Notes of Gil Kalai’s lecture nr 3

Before I go on, let me come back to the discussion of optimality of KKL Theorem. It is sharp inasmuch as {I(f)} is large. One can be a bit more precise, even if one is merely interested in {\max I_k}.

Theorem 1 {t=1/2}. Let {f} be Boolean. If {\max_k I_k (f)\leq s}, then

\displaystyle  \begin{array}{rcl}  I(f)\geq c\log(\frac{1}{s}). \end{array}

But there is life beyond {\max_k I_k}. This is captured in Talagrand’s improvement.

Theorem 2 (Talagrand) Let {f} be Boolean with {\mathop{\mathbb P}(f=1)=t}. Then

\displaystyle  \begin{array}{rcl}  \sum_{k}\frac{I_k (f)}{\log 1/I_k (f)}\geq ct(1-t). \end{array}

This is sharp (up to a multiplicative constant) for describing the whole vector of influences. Examples are variants of tribes with unequal tribe sizes.

1. Application to first passage percolation

What I discuss today in the special case of the square grid holds in much more generality, see Raphaël Rossignol’s work.
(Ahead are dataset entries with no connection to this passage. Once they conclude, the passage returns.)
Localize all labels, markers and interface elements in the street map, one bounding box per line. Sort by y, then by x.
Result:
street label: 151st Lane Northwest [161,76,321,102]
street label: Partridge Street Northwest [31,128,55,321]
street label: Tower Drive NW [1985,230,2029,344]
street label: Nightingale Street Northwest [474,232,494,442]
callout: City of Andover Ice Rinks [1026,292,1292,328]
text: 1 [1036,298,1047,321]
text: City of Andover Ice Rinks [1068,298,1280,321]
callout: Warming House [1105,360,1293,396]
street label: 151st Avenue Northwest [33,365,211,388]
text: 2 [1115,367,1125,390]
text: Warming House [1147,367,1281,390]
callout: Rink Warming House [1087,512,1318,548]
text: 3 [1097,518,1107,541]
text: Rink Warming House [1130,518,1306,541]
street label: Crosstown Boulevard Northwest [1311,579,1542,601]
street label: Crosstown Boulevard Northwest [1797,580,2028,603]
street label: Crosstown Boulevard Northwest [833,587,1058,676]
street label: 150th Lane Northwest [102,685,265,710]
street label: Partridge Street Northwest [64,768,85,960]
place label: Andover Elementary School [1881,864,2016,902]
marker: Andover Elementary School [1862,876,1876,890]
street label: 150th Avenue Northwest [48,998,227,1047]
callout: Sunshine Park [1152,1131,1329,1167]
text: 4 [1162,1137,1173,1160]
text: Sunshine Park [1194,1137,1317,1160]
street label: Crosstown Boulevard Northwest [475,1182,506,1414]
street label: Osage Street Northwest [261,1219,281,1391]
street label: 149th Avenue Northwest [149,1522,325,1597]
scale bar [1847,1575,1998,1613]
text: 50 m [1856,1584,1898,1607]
Theorem 3 Let {D=d((0,0),(v,0))} in the random metric with edge-lengths chosen at random in {\{1,2\}}.

\displaystyle  \begin{array}{rcl}  Var(D)\leq C\frac{v}{\log v}. \end{array}

Theorem 4 (Kesten, Talagrand) Let {D=d((0,0),(v,0))} in the random metric with edge-lengths chosen at random in {\{1,2\}}.
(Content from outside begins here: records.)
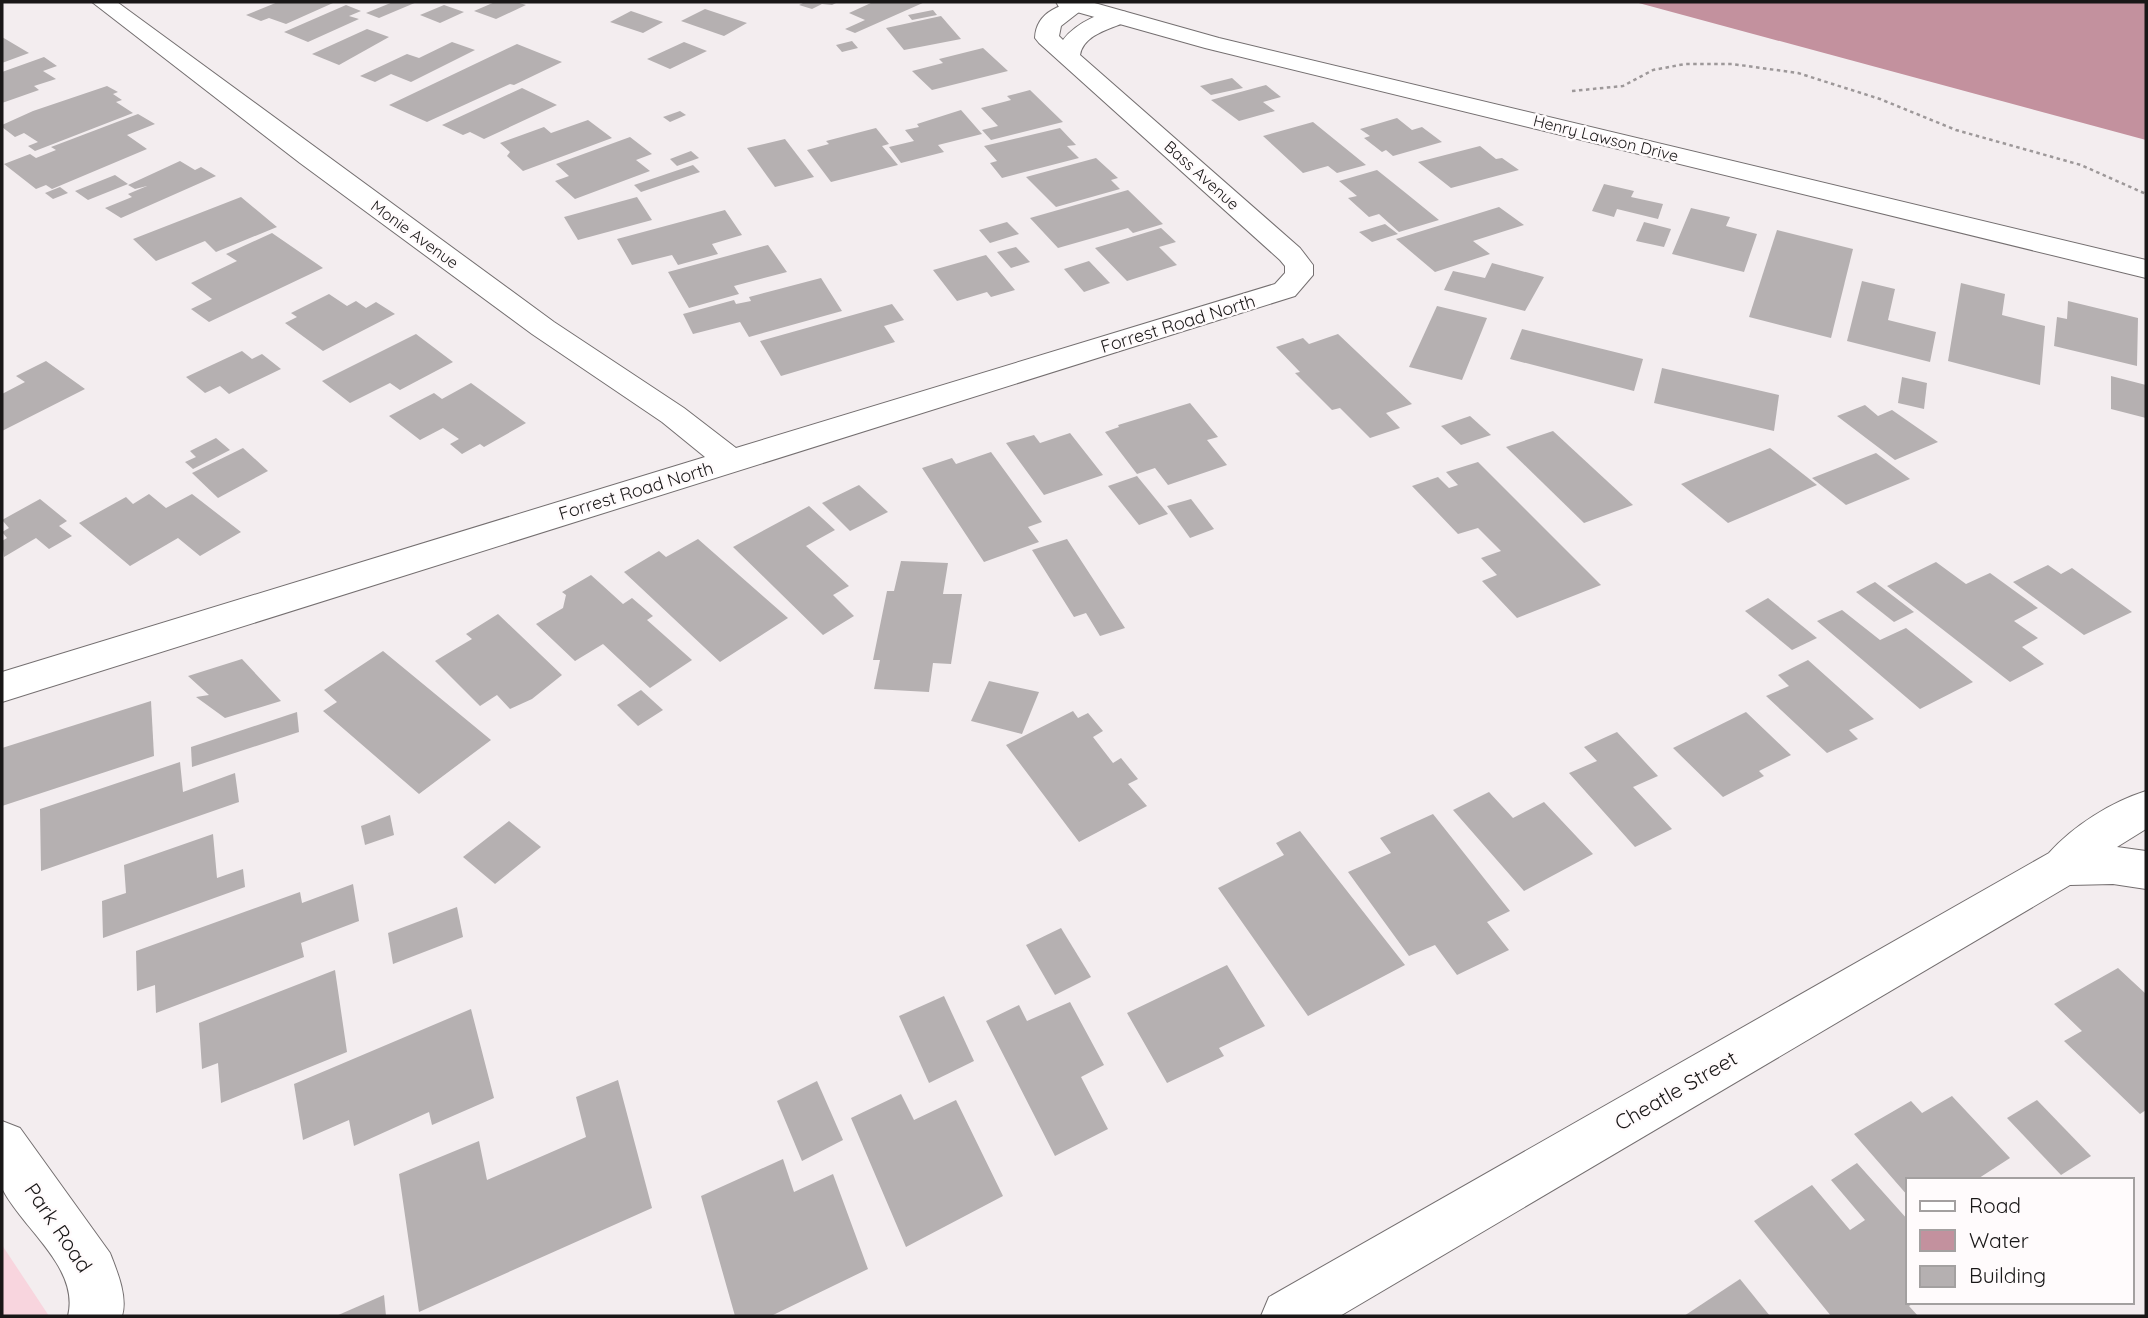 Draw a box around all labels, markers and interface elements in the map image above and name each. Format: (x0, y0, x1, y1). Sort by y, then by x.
street label: Henry Lawson Drive (1531, 110, 1681, 166)
street label: Bass Avenue (1160, 136, 1244, 214)
street label: Monie Avenue (367, 195, 463, 273)
street label: Forrest Road North (1098, 289, 1258, 358)
street label: Forrest Road North (556, 456, 716, 525)
street label: Cheatle Street (1610, 1045, 1741, 1136)
street label: Park Road (19, 1178, 98, 1277)
legend (1906, 1178, 2134, 1304)
text: Road (1969, 1192, 2021, 1218)
text: Water (1969, 1227, 2029, 1253)
text: Building (1969, 1262, 2046, 1288)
\displaystyle  \begin{array}{rcl}  \mathop{\mathbb P}(D\geq \mathrm{median}(D)+t\sqrt{v})\leq e^{-ct^2}. \end{array}

One might believe that {D} is asymptotically Gaussian. This is not the case.

Conjecture. {Var(D)=v^{2/3}}.

1.1. Our approach to first passage percolation

{D} is {{\mathbb N}}-valued, but {D_k =D-D\circ\sigma_k} is {\{-1,0,1\}}-valued, so most of our previous calculations apply to {D}.
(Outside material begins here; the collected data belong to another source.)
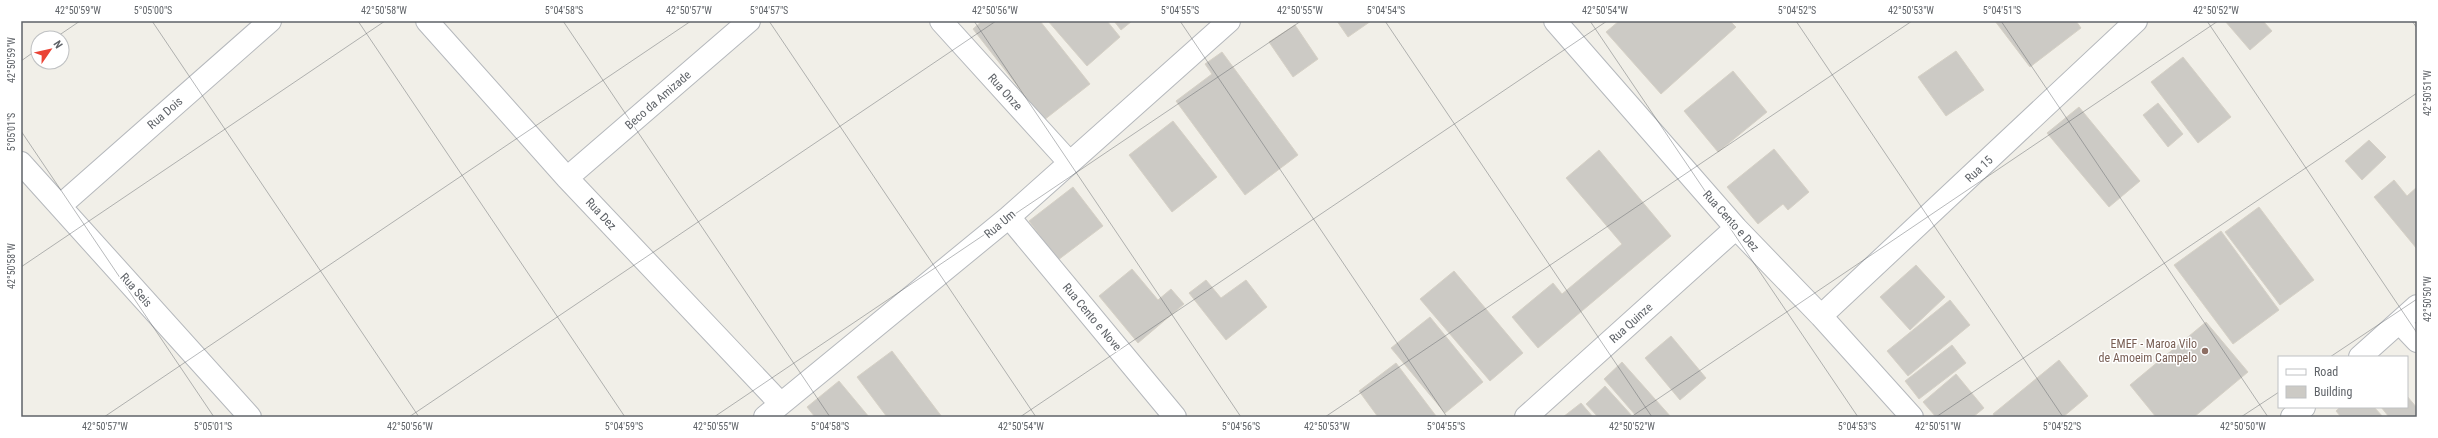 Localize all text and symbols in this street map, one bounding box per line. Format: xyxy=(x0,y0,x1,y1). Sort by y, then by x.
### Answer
text: 42°50'59"W xyxy=(55,5,101,16)
text: 5°05'00"S xyxy=(134,5,172,16)
text: 42°50'58"W xyxy=(361,5,407,16)
text: 5°04'58"S xyxy=(545,5,583,16)
text: 42°50'57"W xyxy=(666,5,712,16)
text: 5°04'57"S xyxy=(750,5,788,16)
text: 42°50'56"W xyxy=(972,5,1018,16)
text: 5°04'55"S xyxy=(1161,5,1199,16)
text: 42°50'55"W xyxy=(1277,5,1323,16)
text: 5°04'54"S xyxy=(1367,5,1405,16)
text: 42°50'54"W xyxy=(1582,5,1628,16)
text: 5°04'52"S xyxy=(1778,5,1816,16)
text: 42°50'53"W xyxy=(1888,5,1934,16)
text: 5°04'51"S xyxy=(1983,5,2021,16)
text: 42°50'52"W xyxy=(2193,5,2239,16)
north arrow xyxy=(30,30,70,70)
text: 42°50'59"W xyxy=(6,37,17,83)
text: N xyxy=(51,38,65,51)
street label: Beco da Amizade xyxy=(622,67,694,132)
text: 42°50'51"W xyxy=(2422,70,2433,116)
street label: Rua Onze xyxy=(985,71,1025,113)
street label: Rua Dois xyxy=(145,94,185,132)
text: 5°05'01"S xyxy=(6,113,17,151)
street label: Rua 15 xyxy=(1962,153,1996,185)
street label: Rua Cento e Dez xyxy=(1700,188,1762,254)
street label: Rua Dez xyxy=(583,195,619,233)
street label: Rua Um xyxy=(982,207,1018,241)
text: 42°50'58"W xyxy=(6,243,17,289)
street label: Rua Seis xyxy=(117,270,155,310)
text: 42°50'50"W xyxy=(2422,276,2433,322)
street label: Rua Cento e Nove xyxy=(1060,280,1124,354)
street label: Rua Quinze xyxy=(1607,300,1656,346)
place label: EMEF - Maroa Vilo de Amoeim Campelo xyxy=(2099,337,2197,365)
marker: EMEF - Maroa Vilo de Amoeim Campelo xyxy=(2200,346,2210,356)
legend xyxy=(2278,356,2408,408)
text: Road xyxy=(2314,365,2338,379)
text: Building xyxy=(2314,385,2352,399)
text: 42°50'57"W xyxy=(82,421,128,432)
text: 5°05'01"S xyxy=(194,421,232,432)
text: 42°50'56"W xyxy=(387,421,433,432)
text: 5°04'59"S xyxy=(605,421,643,432)
text: 42°50'55"W xyxy=(693,421,739,432)
text: 5°04'58"S xyxy=(811,421,849,432)
text: 42°50'54"W xyxy=(998,421,1044,432)
text: 5°04'56"S xyxy=(1222,421,1260,432)
text: 42°50'53"W xyxy=(1304,421,1350,432)
text: 5°04'55"S xyxy=(1427,421,1465,432)
text: 42°50'52"W xyxy=(1609,421,1655,432)
text: 5°04'53"S xyxy=(1838,421,1876,432)
text: 42°50'51"W xyxy=(1915,421,1961,432)
text: 5°04'52"S xyxy=(2043,421,2081,432)
text: 42°50'50"W xyxy=(2220,421,2266,432)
\displaystyle  \begin{array}{rcl}  Var(D)=\sum_{S\not=\emptyset}\hat{D}_S^2 \leq \sum_{S}|S|\hat{D}_S^2 = I(f)=\sum_{k}I_k (D). \end{array}

Given {x=(x_1 ,\ldots,x_n)}, let {h(x)} be the number of neighbours {y} of {x} such that {D(y)\not=D(x)}. Then

\displaystyle  \begin{array}{rcl}  I(D)=\sum_{k}I_k (D)=\mathop{\mathbb E}(h(x)). \end{array}

Things would be simple if one could prove that {h\leq 100 v} with high probability. We cannot prove this directly. Here is a simple trick to circumvent this. Let us consider separately {y}‘s which increase (resp. decrease) {D}, i.e.

\displaystyle  \begin{array}{rcl}  h^+ =|\{y\sim x \,;\, D(y)>D(x)\}|,\quad h^- =|\{y\sim x \,;\, D(y)<D(x)\}|. \end{array}

They have equal expectations (for every pair {(x,y)} of neighbours, one is counted in {h^+} and the other in {h^-}), so

\displaystyle  \begin{array}{rcl}  I(D)=\mathop{\mathbb E}(h^+)+\mathop{\mathbb E}(h^-)=2\mathop{\mathbb E}(h^+). \end{array}

Claim. {h^+ \leq v}.

Indeed, the only way to increase {D} is to increase the length of one of the edges of the minimal path from {(0,0)} to {(v,0)}. This path has at most {2v} edges. Even better if there are several minimal paths.

Now we know that {Var(D)\leq I(D)\leq 4v}. This is the proof of Kesten’s theorem.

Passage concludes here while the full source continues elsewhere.